Forgoing her original desire to attend The Julliard School for opera singing, Murphy opted to follow her sister’s footsteps to Florida Tech, where she majored in business/finance.
Despite working to pay her way through college, Murphy found time to join the crew team and serve as a resident assistant in Southgate Apartments.
“Both of those activities, well, I could write an essay on what they meant to me,” Murphy says.
“Being part of those aspects of my college life and being around the team and people involved pushed me in ways and brought out capabilities I was unaware I had at the time.”
And while many may not see the correlation between finance and acting, Murphy has found the knowledge she gained through her degree beneficial to her success.
“My degree gave me the understanding that money was simply a tool and an awareness of how to use that tool,” she says. “The course work at FIT was also demanding, which offered an appreciation for time management and commitment that serves me well.”
After college, where she met her now husband, Steve Murphy ’84, Murphy put her acting dreams on hold while she pursued another passion: raising her family.
“I chose to put my acting career on simmer while raising our children in Florida—I say ‘choice’ because I see it like that, and I enjoy being a mom and wanted to be it fully,” Murphy says. “Now, once our kids were in college, it was my turn.”
In 2016, Murphy took the “leap of faith” for her career when she and her husband moved to New Jersey, where they live today.
She landed her role as the principal on “Stranger Things” in 2016 before the show had aired, appearing in some early episodes in season 1, including The Vanishing of Will Byers, The Weirdo on Maple Street, and The Body
“Everyone enjoyed the concept of the show so much that the atmosphere was energetic, which added to the anticipation of a new show,” Murphy says. “By the time I got on set, I believe it was already getting some press, since the air date was around the corner.”
In fact, when she first arrived on set, she didn’t yet know what the show was really about. When she started asking questions and learned that the show was allegedly inspired by the Montauk Project, she was thrilled.
“Now, whether it was/is true, being a fan of this type of suspense and tales of ‘government experiments,’ well, it added to the thrill and mystique of being on set and part of the show,” she says.
Aside from her “Stranger Things” role, Murphy is likely best known for playing Aida in the 2019 movie “Abe,” about a young Brooklyn boy who cooks to unite his half-Israeli, half-Palestinian family, and Salma Stevens in the 2017 short film “Grape Leaves,” which she also produced, co-wrote and co-directed, and which she considers one of the projects of which she is most proud.
“Wearing all the hats on a set was eye-opening because in one minute, I’m being asked about budget and time.

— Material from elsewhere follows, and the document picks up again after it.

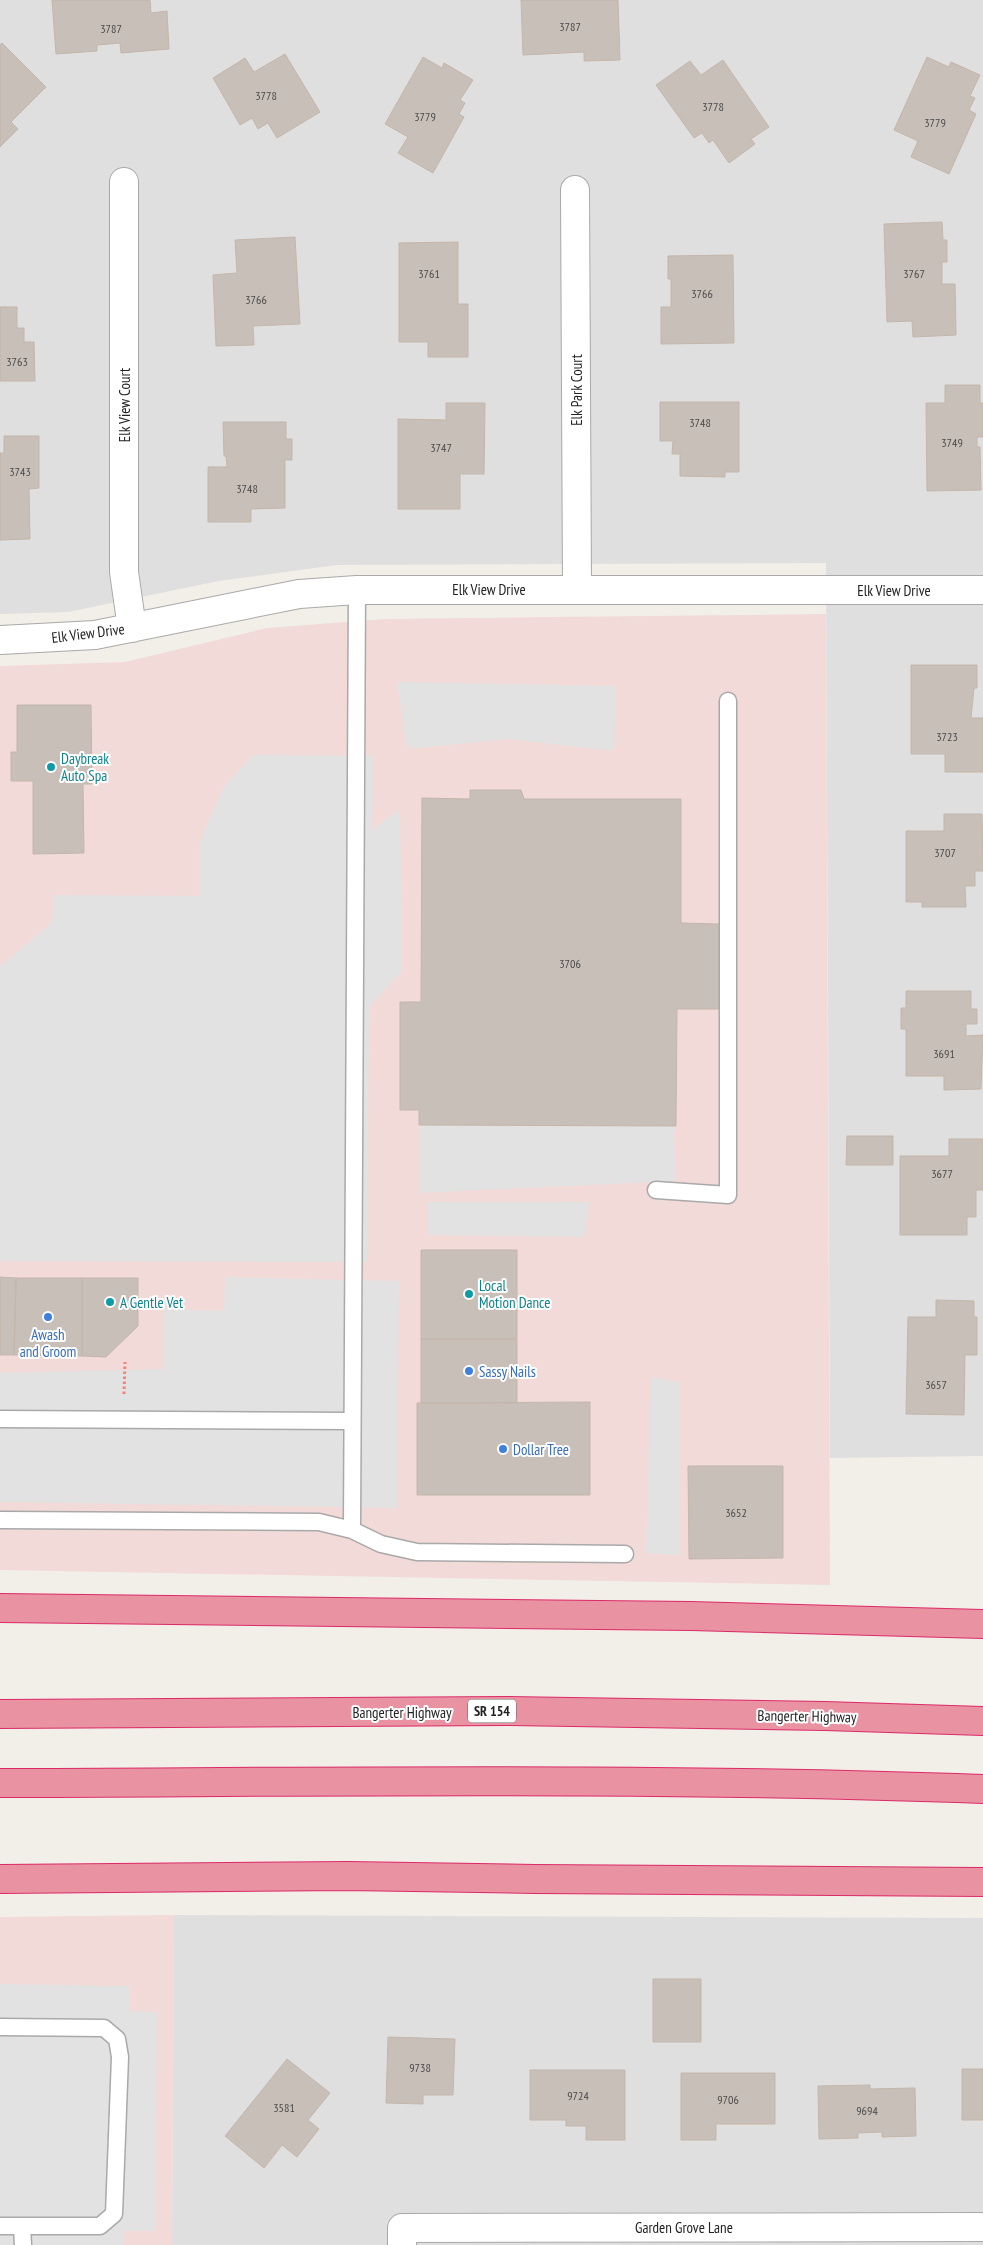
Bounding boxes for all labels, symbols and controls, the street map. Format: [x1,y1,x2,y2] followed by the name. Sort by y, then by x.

In the next, I need to get in character for the scene.” Murphy says. “It was my personal story and perspective on a difficult time, and I’m most proud of the fact that it got finished and did well in some festivals.”
As is the case for most “starving actors”—a phrase Murphy assures is not just a cliché—not every one of her projects, roles and auditions has been so successful.
“It’s hard to put into words how much rejection an actor goes through. To muster up the excitement, drive and pull all skill sets together for the next go-around can be exhausting,” she says. “Dealing with rejection is tricky because, of course, I want to be successful and get to bigger heights in my career. But I deal with it by remembering that rejection is subjective and no reflection of me, how I am or what I’m about—as long as I know I’ve prepared fully.”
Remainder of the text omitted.